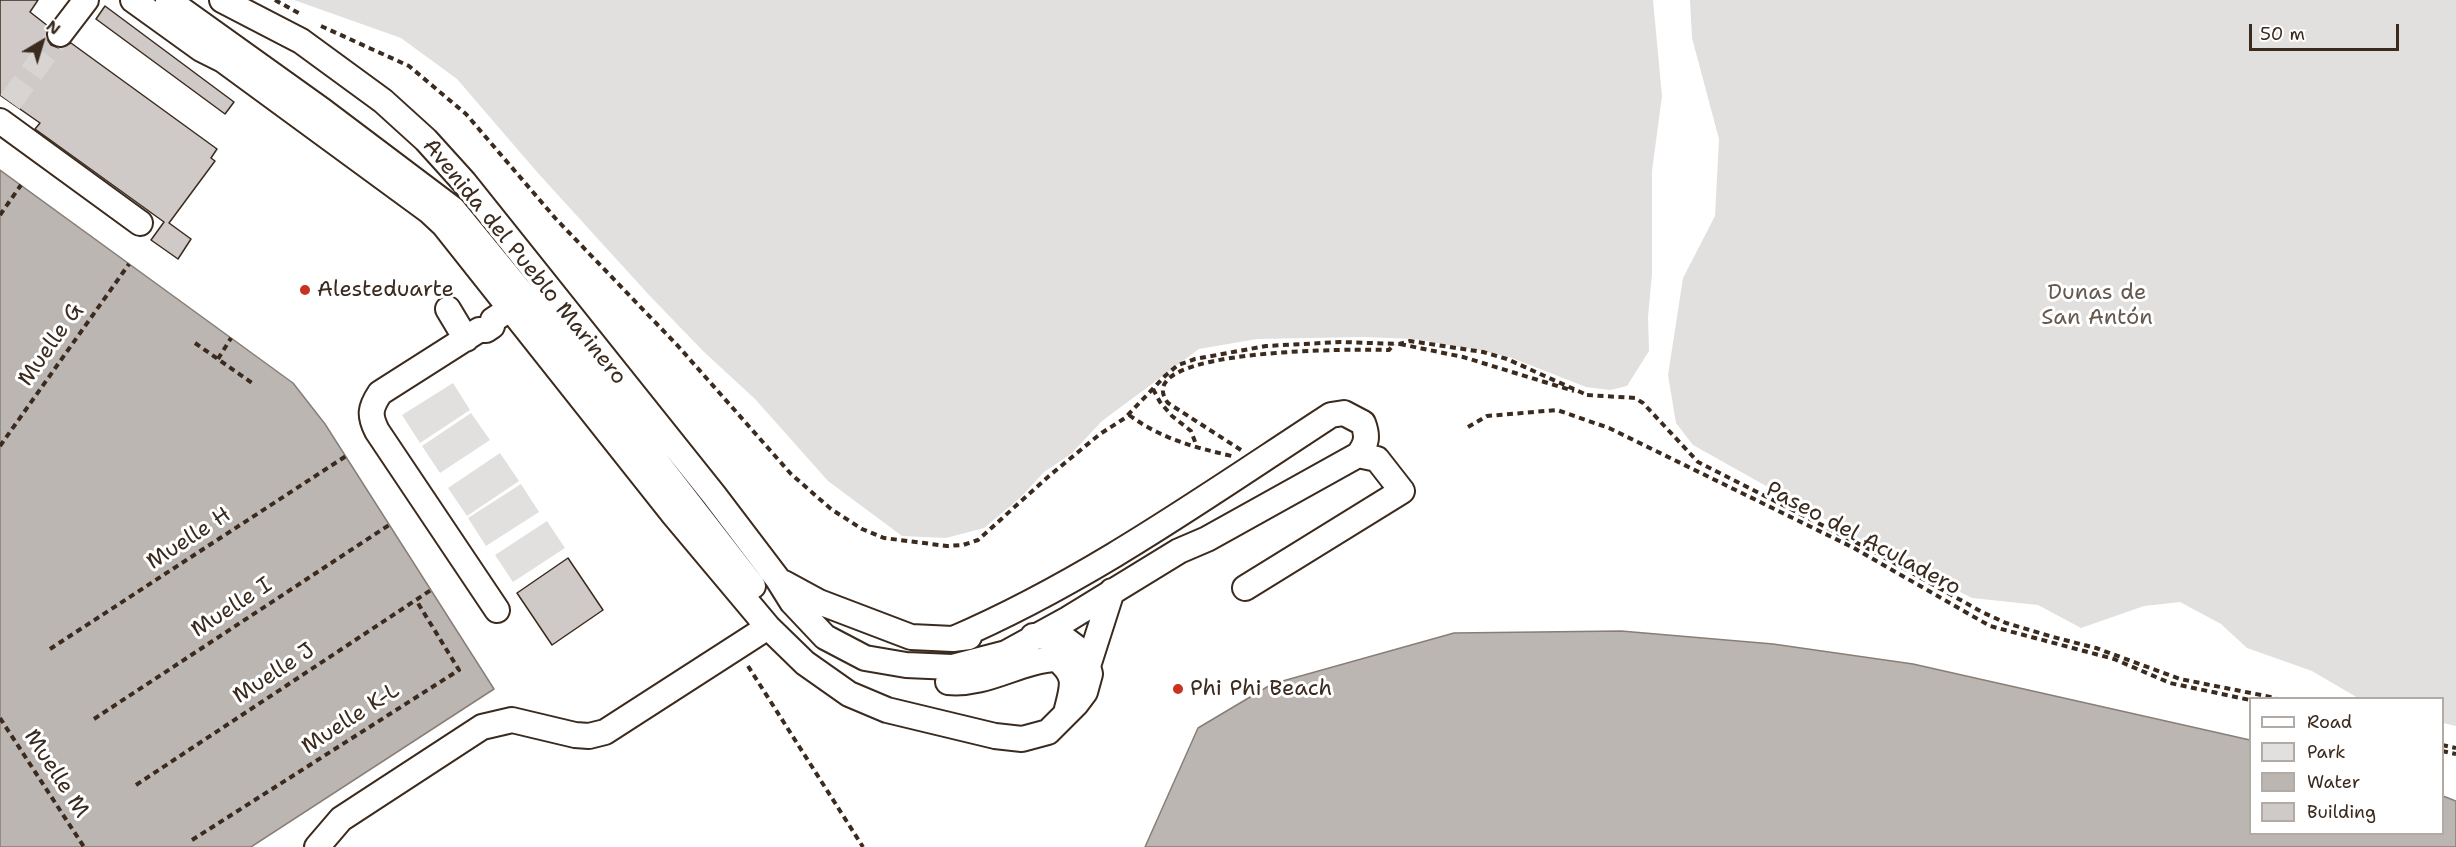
<!DOCTYPE html>
<html>
<head>
<meta charset="utf-8">
<style>
  body { margin:0 }
  #map { position:relative; width:2456px; height:847px; overflow:hidden; background:#fff; font-family:"Shantell Sans",sans-serif }
  canvas { display:block }
  .legend { position:absolute; left:2249px; top:697px; width:195px; height:138px; box-sizing:border-box; background:#fff; border:2px solid #b1aaa5; margin:0; padding:8px 10px; list-style:none; font-size:18px; color:#3b2a1e }
  .legend li { display:flex; align-items:center; gap:12px; height:30px }
  .legend b { width:30px; border:2px solid #b1aaa5 }
  .north { position:absolute; left:12px; top:12px; width:60px; height:60px; -webkit-text-stroke:4px #fff; paint-order:stroke; rotate:38deg; font-size:16px; font-weight:700; line-height:24px; text-align:center; color:#3b2a1e }
  .north::after { content:''; display:block; margin:auto; width:21px; height:27px; background:#3b2a1e; clip-path:polygon(50% 0,100% 100%,50% 72%,0 100%) }
  .scale { position:absolute; left:2249px; top:24px; width:150px; height:27px; box-sizing:border-box; border:3px solid #3b2a1e; border-top:0; padding-left:8px; font-size:18px; line-height:21px; white-space:nowrap; color:#3b2a1e; -webkit-text-stroke:4px #fff; paint-order:stroke }
</style>
</head>
<body>
<div id="map">
<canvas width="2456" height="847"></canvas>
<ul class="legend">
<li><b style="height:8px;background:#fff"></b>Road</li>
<li><b style="height:16px;background:#e2e0de"></b>Park</li>
<li><b style="height:16px;background:#bcb6b3"></b>Water</li>
<li><b style="height:16px;background:#cfcac7"></b>Building</li>
</ul>
<div class="north">N</div>
<div class="scale">50 m</div>
</div>
<script>
const context = document.querySelector('canvas').getContext('2d');
context.lineJoin = 'round';
function fill(path, color) { context.fillStyle = color; context.fill(path, 'evenodd'); }
function stroke(path, color, width, dash) { context.strokeStyle = color; context.lineWidth = width; context.lineCap = dash ? 'butt' : 'round'; context.setLineDash(dash || []); context.stroke(path); }
function drawText(font, color, halo, rows, align = 'center') {
  context.font = font + ' "Shantell Sans",sans-serif'; context.lineWidth = 6; context.setLineDash([]); context.textBaseline = 'middle'; context.strokeStyle = halo; context.fillStyle = color; for (const [text, x, y, turn = 0] of rows) {
    context.save(); context.translate(x, y); context.rotate((+turn || 0) * Math.PI / 180); context.textAlign = isNaN(turn) ? turn : align; if (halo) context.strokeText(text, 0, 0); context.fillText(text, 0, 0); context.restore();
  }
}
const green = new Path2D(`
  M 294,0 L 1653,0 L 1662,96 L 1652,171 L 1652,274 L 1648,317 L 1649,351 L 1627,386 L 1610,390 L 1586,387 L 1512,358 L 1483,351 L 1414,339 L 1363,337 L 1257,339 L 1199,349 L 1102,421 L 1071,454 L 1044,472 L 1021,497 L 984,528 L 946,538 L 902,536 L 828,481 L 755,399 L 703,351 L 649,295 L 537,172 L 457,79 L 401,38 Z
  M 1690,0 L 2456,0 L 2456,726 L 2443,723 L 2442,698 L 2358,698 L 2312,671 L 2247,648 L 2221,624 L 2180,602 L 2144,606 L 2081,628 L 2038,605 L 1972,598 L 1914,569 L 1693,445 L 1676,423 L 1668,375 L 1683,278 L 1715,216 L 1719,139 L 1692,38 Z
  M 453,383 L 470,410 L 420,443 L 402,415 Z
  M 471,413 L 490,440 L 440,473 L 422,446 Z
  M 500,453 L 519,481 L 467,516 L 448,488 Z
  M 521,484 L 539,512 L 486,546 L 468,518 Z
  M 547,521 L 565,548 L 513,582 L 495,555 Z`);
const water = new Path2D(`
  M 0,170 L 293,383 L 325,424 L 494,689 L 251,847 L 0,847 Z
  M 1621,631 L 1773,644 L 1913,664 L 2250,740 L 2250,834 L 2442,834 L 2443,796 L 2456,801 L 2456,847 L 1145,847 L 1198,728 L 1272,684 L 1454,633 Z`);
const building = new Path2D(`
  M 0,0 L 38,0 L 30,12 L 48,26 L 47,39 L 51,45 L 59,48 L 71,43 L 217,149 L 211,158 L 215,161 L 169,223 L 191,239 L 178,259 L 151,240 L 164,222 L 35,129 L 40,123 L 0,95 Z
  M 105,6 L 234,102 L 225,114 L 96,19 Z
  M 568,558 L 603,610 L 552,645 L 517,593 Z`);
const minorTunnel = new Path2D(`
  M 10,102 L 60,34`);
const path = new Path2D(`
  M 275,0 L 302,15
  M 321,26 L 409,66 L 466,114 L 556,219 L 678,346 L 791,474 L 831,509 L 862,529 L 884,538 L 947,546 L 963,545 L 978,540 L 1049,476 L 1100,434 L 1125,418 L 1165,376 L 1178,365 L 1195,359 L 1266,346 L 1341,342 L 1399,344 L 1410,341 L 1483,352 L 1507,359 L 1587,395
  M 0,215 L 21,185
  M 195,343 L 255,385
  M 1400,344 L 1463,357 L 1574,391
  M 218,359 L 231,338
  M 1153,389 L 1160,402 L 1172,416 L 1191,431 L 1197,447
  M 1587,395 L 1635,398 L 1643,403 L 1698,462 L 1871,550 L 1982,612 L 2006,623 L 2053,637 L 2096,648 L 2180,679 L 2276,698
  M 1129,415 C 1162,439 1193,447 1232,456
  M 1468,427 L 1487,416 L 1557,410 L 1609,428 L 1852,547 L 1990,626 L 2114,659 L 2170,683 L 2250,700
  M 0,446 L 129,264
  M 1241,450 L 1168,403 C 1125,347 1364,349 1389,350 L 1394,344
  M 50,649 L 346,456
  M 748,666 L 863,847
  M 0,718 L 84,847
  M 94,719 L 389,525
  M 2442,745 L 2456,748
  M 2442,751 L 2456,754
  M 136,785 L 431,590
  M 192,840 L 459,670 L 416,600`);
const minor = new Path2D(`
  M 133,0 L 201,49 L 223,60 L 429,211 L 444,225 L 674,515 L 768,627 L 805,663 L 849,694 L 887,710 L 995,736 L 1022,739 L 1048,732 L 1076,704 L 1085,692 L 1090,674 L 1085,654 L 1065,639 L 1033,636
  M 168,0 L 323,111 L 453,209 L 595,382 L 753,586
  M 222,0 L 301,41 L 383,101 L 426,140 L 464,182 L 714,495 L 777,578 L 792,602 L 825,637 L 865,658 L 906,665 L 952,667 L 1006,653 L 1068,619 L 1179,551 L 1207,539 L 1358,455 C 1367,444 1368,436 1363,423 L 1344,413 L 1331,415 C 1208,495 1088,581 953,639
  M 60,34 L 86,0
  M 0,121 L 140,223
  M 448,309 L 466,339
  M 784,583 L 819,602 L 911,637 L 953,639 L 969,637
  M 1245,588 L 1402,491 L 1377,459 L 1358,455
  M 497,610 L 377,431 C 369,415 370,408 380,393 L 479,330 L 486,330 L 492,326 L 493,320 L 511,308
  M 1088,666 L 1112,591
  M 948,682 C 987,686 1020,660 1057,659 C 1077,676 1073,685 1067,709
  M 317,847 L 341,819 L 482,727 L 512,720 L 575,735 L 589,736 L 605,732 L 768,627`);
const markers = [
  [305,290,6,"#c8321e"],
  [1178,689,6,"#c8321e"]
];
const streetNames = [
  ["Avenida del Pueblo Marinero",524,262,51],
  ["Muelle G",51,345,-55],
  ["Muelle H",189,539,-33],
  ["Paseo del Aculadero",1863,539,28],
  ["Muelle I",232,608,-33],
  ["Muelle J",274,674,-33],
  ["Muelle K-L",351,719,-33],
  ["Muelle M",56,774,57]
];
const poiNames = [
  ["Alesteduarte",317,290],
  ["Phi Phi Beach",1190,689]
];
const parkNames = [
  ["Dunas de",2097,293],
  ["San Antón",2097,318]
];
fill(green, '#e2e0de');
fill(water, '#bcb6b3');
stroke(water, '#887e77', 1.5);
fill(building, '#cfcac7');
stroke(building, '#3b2a1e', 1.5);
stroke(minorTunnel, '#d8d4d2', 24, [24, 12]);
stroke(minor, '#3b2a1e', 28);
stroke(path, '#3b2a1e', 4, [6, 4.5]);
stroke(minor, '#fff', 24);
for (const [x, y, r, color] of markers) { const dot = new Path2D(); dot.arc(x, y, r, 0, 2 * Math.PI); context.fillStyle = color; context.fill(dot); stroke(dot, '#fff', 2); }
drawText('22px', '#3b2a1e', '#fff', streetNames);
drawText('22px', '#3b2a1e', '#fff', poiNames, 'left');
drawText('22px', '#65584e', '#fff', parkNames);
</script>
</body>
</html>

* * *

* Your objective: Begin with the line that has "M 748,666 L 863,847" in the listing above and end after the line that has "M 784,583 L"; output those lines exactly.

* Result:
  M 748,666 L 863,847
  M 0,718 L 84,847
  M 94,719 L 389,525
  M 2442,745 L 2456,748
  M 2442,751 L 2456,754
  M 136,785 L 431,590
  M 192,840 L 459,670 L 416,600`);
const minor = new Path2D(`
  M 133,0 L 201,49 L 223,60 L 429,211 L 444,225 L 674,515 L 768,627 L 805,663 L 849,694 L 887,710 L 995,736 L 1022,739 L 1048,732 L 1076,704 L 1085,692 L 1090,674 L 1085,654 L 1065,639 L 1033,636
  M 168,0 L 323,111 L 453,209 L 595,382 L 753,586
  M 222,0 L 301,41 L 383,101 L 426,140 L 464,182 L 714,495 L 777,578 L 792,602 L 825,637 L 865,658 L 906,665 L 952,667 L 1006,653 L 1068,619 L 1179,551 L 1207,539 L 1358,455 C 1367,444 1368,436 1363,423 L 1344,413 L 1331,415 C 1208,495 1088,581 953,639
  M 60,34 L 86,0
  M 0,121 L 140,223
  M 448,309 L 466,339
  M 784,583 L 819,602 L 911,637 L 953,639 L 969,637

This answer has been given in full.